The study also found that farm dams with high dissolved oxygen can stop emitting methane and start absorbing greenhouse gases from the atmosphere. “You also have the potential of carbon storage on the outside of the dam by planting trees, shrubs, reeds, and grasses, turning something that is emitting carbon into something that is storing carbon,” Mason said. The presence of this fringing vegetation can also shelter the dam surface and reduce evaporation from the wind.

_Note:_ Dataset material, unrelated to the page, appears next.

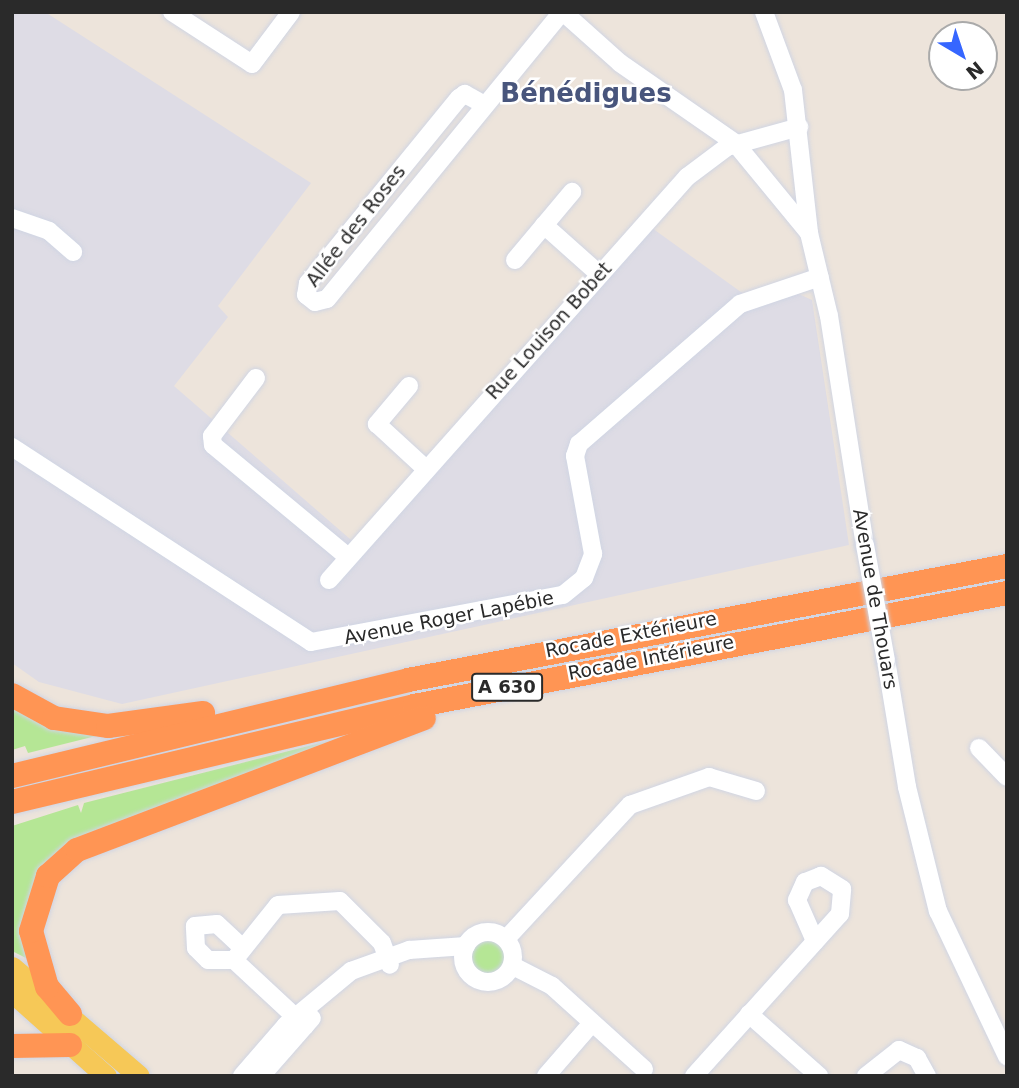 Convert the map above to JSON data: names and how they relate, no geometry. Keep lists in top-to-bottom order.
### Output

Healthy wetlands are rare. Healthy farm dams can play a similar role to natural wetlands – helping restore biodiversity by providing much-needed wetland habitats for native wildlife. “Further east most of the towns like Tarcutta, Cootamundra, and Junee were built on big wetlands that have been drained. Dams are the only thing that resembles a wetland other then creeks and rivers that are often highly degraded.” – Mason Fenced-off, well-vegetated dams become a good habitat for invertebrates, fish, frogs, turtles and birds. These water species then help to improve the dam function by cycling nutrients from the dam into the wider landscape, helping reduce sediment, nutrient, salts and algal levels within the dam. “Farm dams provide that wet refuge for our wetland species, but they are often grazed right to the edge, there is dirt and limited habitat value” Mason explained
Field Trip to Savernake
Friday the 6th of May, 26 Landcare members had the opportunity to travel to Savernake and visit Savernake Station, Boat Rock and 5 Plain Forest. Member had the opportunity to explore the benefits of retaining native vegetation and identified native plants and Aboriginal culture sites along the way. Savernake Station is renowned for its pastoral history, but also for its large white cypress pines and other old trees. The woodland survives because previous generations of Helen Huggins , the Sloane family, fenced off part of the property in the early 1900s.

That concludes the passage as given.